Good to see hard-hitting, facts-based science reporting from the Beeb.
 
2014-01-13 04:15:40 PM  

meat0918: Ghastly: There are almost 2 million asteroids in the asteroid belt. If as the article says only 1% of them are suitable for mining then that's still a shirtload of wealth out there. Best way to mine it would be to send probes to determine the viability of the asteroid for a mining operation, then either send robots out to mine the ore then send the ore to a processing plant in earth orbit or more risky to simply send the asteroid into a near earth orbit and mine it from there.

I think it was just near earth ones, and the highlights of the actual research says the 10 are platinum group metals, and better propulsion will increase the number.

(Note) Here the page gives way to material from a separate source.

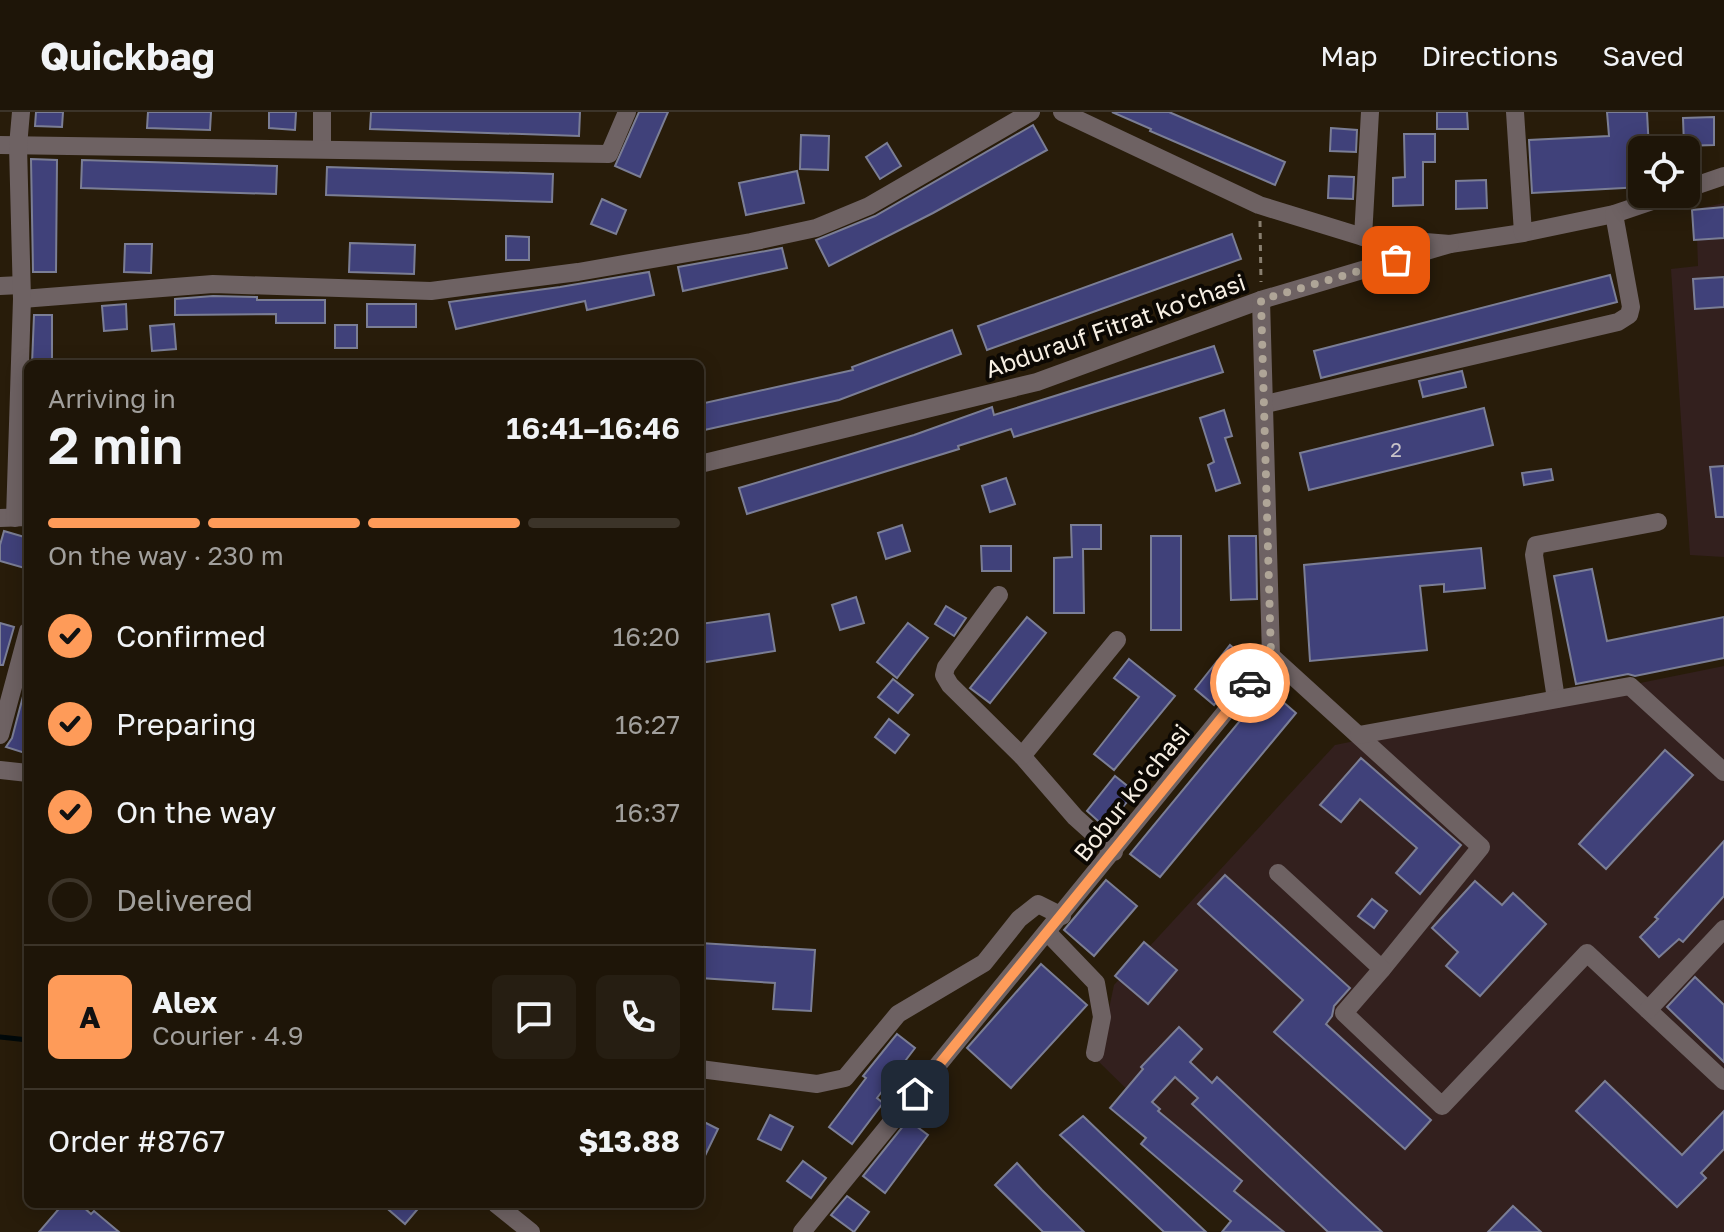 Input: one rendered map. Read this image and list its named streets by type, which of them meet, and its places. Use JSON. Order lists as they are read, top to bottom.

The belt is still a little out of reach.


Yep. Similar to how estimates of recoverable petroleum have increased over time, as technology and economic conditions have changed.
 
2014-01-13 04:18:16 PM  

Cagey B: Who's worried about that right now? You should be more concerned with the immediate fact that YOU MUST CONSTRUCT ADDITIONAL PYLONS.


Fark of Aldaris, need materials first to build that damned things
 
2014-01-13 04:18:42 PM  
As I understand it, they're not referring to the official 'Asteroid Belt', just near-Earth objects.

The Asteroid Belt is what we should be aiming for.
 
2014-01-13 04:19:57 PM  

Cagey B: Who's worried about that right now? You should be more concerned with the immediate fact that YOU MUST CONSTRUCT ADDITIONAL PYLONS.

ADDITIONAL SUPPLY DEPOTS REQUIRED
 
2014-01-13 04:23:30 PM  
Aren't a lot of asteroids just metal? You wouldn't need to do that much refining. Just separate the nickle from the iron or whatnot.

To me, mining an asteroid isn't the huge challenge. It's getting the material back to Earth (or the Moon or Mars or whatever) economically.
 
2014-01-13 04:24:38 PM  

djZorbof: Cagey B: Who's worried about that right now? You should be more concerned with the immediate fact that YOU MUST CONSTRUCT ADDITIONAL PYLONS.ADDITIONAL SUPPLY DEPOTS REQUIRED


ZUG ZUG
 
2014-01-13 04:25:00 PM  

Cagey B: Who's worried about that right now? You should be more concerned with the immediate fact that YOU MUST CONSTRUCT ADDITIONAL PYLONS.


Screw that, need to build a bunker and a some troops for that zergling rush that you know is coming.

THEN we can counter attack with a full battle cruiser rush.  Or a siege tank rush.
 
2014-01-13 04:32:16 PM  

meat0918: Ghastly: There are almost 2 million asteroids in the asteroid belt. If as the article says only 1% of them are suitable for mining then that's still a shirtload of wealth out there. Best way to mine it would be to send probes to determine the viability of the asteroid for a mining operation, then either send robots out to mine the ore then send the ore to a processing plant in earth orbit or more risky to simply send the asteroid into a near earth orbit and mine it from there.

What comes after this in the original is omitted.